Когда в суде допрашивают свидетелей, очевидцев преступления, почти всегда их показания существенно расходятся.
Очень часто бывает, что, скажем, из пяти свидетелей ни один не повторяет версию другого. У каждого — своя версия.
Естественно предположить, что в лучшем случае только один из них говорит правду, а остальные — лгут.
Оказывается, ничего подобного. Все искренни. Все убеждены, что рассказывают о событии точь-в-точь так, как оно происходило на их глазах. Но каждый при этом заметил и почувствовал что-то свое. В зависимости от своего характера, опыта, настроения. Все говорят правду. Но говорят так, как они ее себе представляют.

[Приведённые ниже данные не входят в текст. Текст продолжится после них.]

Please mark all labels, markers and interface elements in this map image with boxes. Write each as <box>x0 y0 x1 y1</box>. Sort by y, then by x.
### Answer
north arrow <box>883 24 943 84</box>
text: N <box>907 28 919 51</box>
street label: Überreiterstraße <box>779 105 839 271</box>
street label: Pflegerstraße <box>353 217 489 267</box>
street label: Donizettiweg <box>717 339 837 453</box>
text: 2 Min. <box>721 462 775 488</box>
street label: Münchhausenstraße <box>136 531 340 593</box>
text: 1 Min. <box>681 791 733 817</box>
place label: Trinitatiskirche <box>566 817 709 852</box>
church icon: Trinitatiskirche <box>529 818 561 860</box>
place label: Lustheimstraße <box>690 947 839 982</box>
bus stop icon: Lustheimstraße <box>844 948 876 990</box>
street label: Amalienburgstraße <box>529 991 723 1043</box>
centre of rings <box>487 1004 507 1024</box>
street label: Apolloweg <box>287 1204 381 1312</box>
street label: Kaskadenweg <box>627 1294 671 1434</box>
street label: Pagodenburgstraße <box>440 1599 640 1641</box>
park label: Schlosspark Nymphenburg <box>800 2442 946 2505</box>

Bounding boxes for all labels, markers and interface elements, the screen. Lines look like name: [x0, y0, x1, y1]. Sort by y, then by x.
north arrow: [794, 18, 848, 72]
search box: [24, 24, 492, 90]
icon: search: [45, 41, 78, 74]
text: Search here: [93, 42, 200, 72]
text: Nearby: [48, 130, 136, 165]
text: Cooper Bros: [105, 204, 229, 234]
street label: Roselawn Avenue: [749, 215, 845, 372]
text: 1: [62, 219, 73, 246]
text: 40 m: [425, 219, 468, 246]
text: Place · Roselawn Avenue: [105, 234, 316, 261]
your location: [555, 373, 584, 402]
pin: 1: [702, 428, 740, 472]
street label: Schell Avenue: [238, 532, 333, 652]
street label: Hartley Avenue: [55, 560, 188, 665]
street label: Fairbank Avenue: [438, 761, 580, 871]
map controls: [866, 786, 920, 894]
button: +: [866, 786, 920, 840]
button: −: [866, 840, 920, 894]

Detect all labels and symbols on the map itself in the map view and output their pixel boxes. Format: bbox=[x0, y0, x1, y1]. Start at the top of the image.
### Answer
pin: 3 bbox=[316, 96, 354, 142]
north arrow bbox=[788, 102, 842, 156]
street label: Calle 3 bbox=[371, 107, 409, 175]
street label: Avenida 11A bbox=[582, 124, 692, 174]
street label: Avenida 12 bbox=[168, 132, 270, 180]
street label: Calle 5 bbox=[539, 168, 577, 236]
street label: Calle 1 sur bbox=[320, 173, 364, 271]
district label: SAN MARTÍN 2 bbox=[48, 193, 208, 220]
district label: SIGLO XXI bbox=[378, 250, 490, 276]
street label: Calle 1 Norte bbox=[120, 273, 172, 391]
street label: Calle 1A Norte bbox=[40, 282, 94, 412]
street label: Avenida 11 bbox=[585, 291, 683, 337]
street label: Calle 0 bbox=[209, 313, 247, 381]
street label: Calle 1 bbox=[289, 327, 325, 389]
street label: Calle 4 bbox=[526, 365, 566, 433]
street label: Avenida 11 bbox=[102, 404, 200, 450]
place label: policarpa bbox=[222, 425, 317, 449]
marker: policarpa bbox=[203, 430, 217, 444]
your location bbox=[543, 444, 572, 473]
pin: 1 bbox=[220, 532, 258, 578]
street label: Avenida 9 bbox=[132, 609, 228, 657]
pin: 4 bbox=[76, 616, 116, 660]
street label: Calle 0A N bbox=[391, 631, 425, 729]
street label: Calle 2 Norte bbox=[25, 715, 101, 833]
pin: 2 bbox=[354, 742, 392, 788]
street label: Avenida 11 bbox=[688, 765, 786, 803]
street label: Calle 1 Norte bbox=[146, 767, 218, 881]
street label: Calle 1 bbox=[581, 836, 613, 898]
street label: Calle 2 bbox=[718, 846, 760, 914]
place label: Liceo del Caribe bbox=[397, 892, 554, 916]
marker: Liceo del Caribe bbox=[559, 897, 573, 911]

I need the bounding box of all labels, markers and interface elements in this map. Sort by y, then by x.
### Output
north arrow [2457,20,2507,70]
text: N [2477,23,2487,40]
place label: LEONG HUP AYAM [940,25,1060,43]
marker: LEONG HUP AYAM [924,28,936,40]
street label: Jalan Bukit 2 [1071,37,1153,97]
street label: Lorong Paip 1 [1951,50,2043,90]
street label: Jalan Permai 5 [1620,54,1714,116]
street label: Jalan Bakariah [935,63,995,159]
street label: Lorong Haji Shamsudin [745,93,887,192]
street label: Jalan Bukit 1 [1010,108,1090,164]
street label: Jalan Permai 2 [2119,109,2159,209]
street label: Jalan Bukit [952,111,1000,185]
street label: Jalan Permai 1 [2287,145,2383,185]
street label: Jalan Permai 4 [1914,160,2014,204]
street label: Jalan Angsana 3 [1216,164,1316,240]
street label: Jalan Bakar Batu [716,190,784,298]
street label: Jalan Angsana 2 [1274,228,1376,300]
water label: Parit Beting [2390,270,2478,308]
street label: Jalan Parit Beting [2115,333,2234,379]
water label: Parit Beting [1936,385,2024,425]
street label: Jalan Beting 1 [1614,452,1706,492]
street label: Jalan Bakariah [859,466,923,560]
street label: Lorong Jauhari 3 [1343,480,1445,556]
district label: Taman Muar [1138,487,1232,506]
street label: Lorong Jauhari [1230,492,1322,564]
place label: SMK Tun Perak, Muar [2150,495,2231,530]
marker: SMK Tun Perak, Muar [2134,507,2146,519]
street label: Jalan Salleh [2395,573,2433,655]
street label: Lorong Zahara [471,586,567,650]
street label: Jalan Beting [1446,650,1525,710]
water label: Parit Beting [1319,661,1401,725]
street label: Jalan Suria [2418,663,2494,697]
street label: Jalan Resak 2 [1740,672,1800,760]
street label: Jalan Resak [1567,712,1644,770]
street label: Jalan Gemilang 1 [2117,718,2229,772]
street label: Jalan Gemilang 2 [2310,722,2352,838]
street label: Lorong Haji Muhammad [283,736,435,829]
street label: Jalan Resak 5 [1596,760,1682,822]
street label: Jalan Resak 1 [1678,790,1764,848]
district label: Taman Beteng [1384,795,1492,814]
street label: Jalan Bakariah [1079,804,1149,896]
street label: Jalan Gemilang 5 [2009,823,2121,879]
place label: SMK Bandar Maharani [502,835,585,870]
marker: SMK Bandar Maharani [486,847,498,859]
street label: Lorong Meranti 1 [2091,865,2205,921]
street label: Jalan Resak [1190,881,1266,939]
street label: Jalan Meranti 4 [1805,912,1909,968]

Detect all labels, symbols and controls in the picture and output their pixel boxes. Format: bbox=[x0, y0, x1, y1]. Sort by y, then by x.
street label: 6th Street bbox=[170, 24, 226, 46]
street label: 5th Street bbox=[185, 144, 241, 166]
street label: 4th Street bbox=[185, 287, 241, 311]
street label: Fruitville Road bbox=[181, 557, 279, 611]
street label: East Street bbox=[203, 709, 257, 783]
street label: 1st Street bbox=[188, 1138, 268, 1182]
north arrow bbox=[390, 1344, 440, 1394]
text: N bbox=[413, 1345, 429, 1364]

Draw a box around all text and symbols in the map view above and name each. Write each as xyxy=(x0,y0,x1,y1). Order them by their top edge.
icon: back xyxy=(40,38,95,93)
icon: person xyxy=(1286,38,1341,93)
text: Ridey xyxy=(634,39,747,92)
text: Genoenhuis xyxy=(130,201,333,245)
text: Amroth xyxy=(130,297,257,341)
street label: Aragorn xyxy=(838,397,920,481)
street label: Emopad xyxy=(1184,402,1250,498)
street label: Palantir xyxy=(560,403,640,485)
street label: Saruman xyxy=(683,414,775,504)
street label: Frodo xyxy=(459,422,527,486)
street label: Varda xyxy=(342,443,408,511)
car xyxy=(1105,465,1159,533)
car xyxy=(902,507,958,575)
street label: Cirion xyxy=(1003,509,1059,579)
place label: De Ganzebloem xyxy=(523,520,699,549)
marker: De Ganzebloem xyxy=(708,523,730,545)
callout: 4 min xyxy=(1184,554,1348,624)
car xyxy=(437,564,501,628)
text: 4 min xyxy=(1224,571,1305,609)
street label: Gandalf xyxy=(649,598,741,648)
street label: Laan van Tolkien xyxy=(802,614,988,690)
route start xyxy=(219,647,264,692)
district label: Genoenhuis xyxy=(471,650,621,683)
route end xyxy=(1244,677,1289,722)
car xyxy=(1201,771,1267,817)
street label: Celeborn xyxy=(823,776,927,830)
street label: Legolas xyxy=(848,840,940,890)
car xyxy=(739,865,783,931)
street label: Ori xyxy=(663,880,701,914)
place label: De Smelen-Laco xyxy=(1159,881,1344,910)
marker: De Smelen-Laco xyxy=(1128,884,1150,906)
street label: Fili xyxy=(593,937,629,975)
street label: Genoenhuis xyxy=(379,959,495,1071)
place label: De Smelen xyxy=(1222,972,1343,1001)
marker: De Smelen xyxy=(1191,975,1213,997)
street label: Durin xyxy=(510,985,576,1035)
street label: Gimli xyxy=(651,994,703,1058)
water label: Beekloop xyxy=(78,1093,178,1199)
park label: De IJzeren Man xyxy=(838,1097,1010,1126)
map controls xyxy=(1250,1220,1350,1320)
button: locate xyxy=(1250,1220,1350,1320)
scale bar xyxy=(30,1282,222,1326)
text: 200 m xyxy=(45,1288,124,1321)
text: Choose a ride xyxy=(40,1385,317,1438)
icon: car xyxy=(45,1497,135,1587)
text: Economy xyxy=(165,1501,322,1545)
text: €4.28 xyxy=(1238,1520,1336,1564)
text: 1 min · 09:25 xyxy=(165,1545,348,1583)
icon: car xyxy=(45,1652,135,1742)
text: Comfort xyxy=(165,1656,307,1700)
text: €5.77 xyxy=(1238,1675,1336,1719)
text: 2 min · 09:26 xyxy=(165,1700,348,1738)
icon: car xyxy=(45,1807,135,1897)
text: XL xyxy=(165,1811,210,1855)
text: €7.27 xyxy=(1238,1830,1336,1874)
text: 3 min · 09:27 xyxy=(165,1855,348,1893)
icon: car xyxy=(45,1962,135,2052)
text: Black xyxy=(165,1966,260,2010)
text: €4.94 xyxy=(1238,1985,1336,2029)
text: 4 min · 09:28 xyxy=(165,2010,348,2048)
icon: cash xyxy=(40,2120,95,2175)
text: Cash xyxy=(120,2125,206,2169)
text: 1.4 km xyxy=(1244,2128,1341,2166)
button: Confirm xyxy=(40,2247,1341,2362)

Нечто похожее происходит и в искусстве.
Одно и то же жизненное явление разные художники видят по-разному. И по-разному изображают.
Интересно, что бы вы сказали, если бы мы сравнили фонвизинского Митрофана с героем пушкинской «Капитанской дочки» Петрушей Гриневым?
Наверное, вы бы возмутились:
— Зачем же сравнивать таких разных людей? Что между ними общего? Митрофан — тупой, хамоватый, невежественный. А Петруша Гринев — смелый, благородный, честный. Над Митрофаном Фонвизин издевается, а Пушкин своего героя любит...
С этим трудно спорить. Пушкин действительно не только любит своего героя, но и отдает ему собственные любимые мысли. А уж Митрофан... Даже если бы Фонвизин захотел подарить ему свои мысли, тот бы их просто не понял.
И тем не менее...
Крупнейший русский историк Василий Осипович Ключевский утверждал, что Митрофан и Петруша воплощают в себе одно и то же социальное и историческое явление: «Это самый обыкновенный, нормальный русский дворянин средней руки».
Вспомните «Капитанскую дочку»:
«...Доложили, что мусье давал мне свой урок. Батюшка пошел в мою комнату. В это время Бопре спал на кровати сном невинности. Я был занят делом. Надобно знать, что для меня выписана была из Москвы географическая карта. Она висела на стене безо всякого употребления и давно соблазняла меня добротою бумаги. Я решился сделать из нее змей и, пользуясь сном Бопре, принялся за работу. Батюшка вошел в то самое время, как я прилаживал мочальный хвост к Мысу Доброй Надежды. Увидя мои упражнения в географии, батюшка дернул меня за ухо, потом подбежал к Бопре, разбудил его очень не осторожно и стал осыпать укоризнами. Бопре в смятении хотел было привстать и не мог: несчастный француз был мертво пьян... Батюшка за ворот приподнял его с кровати, вытолкал из дверей и в тот же день прогнал со двора... Тем и кончилось мое воспитание.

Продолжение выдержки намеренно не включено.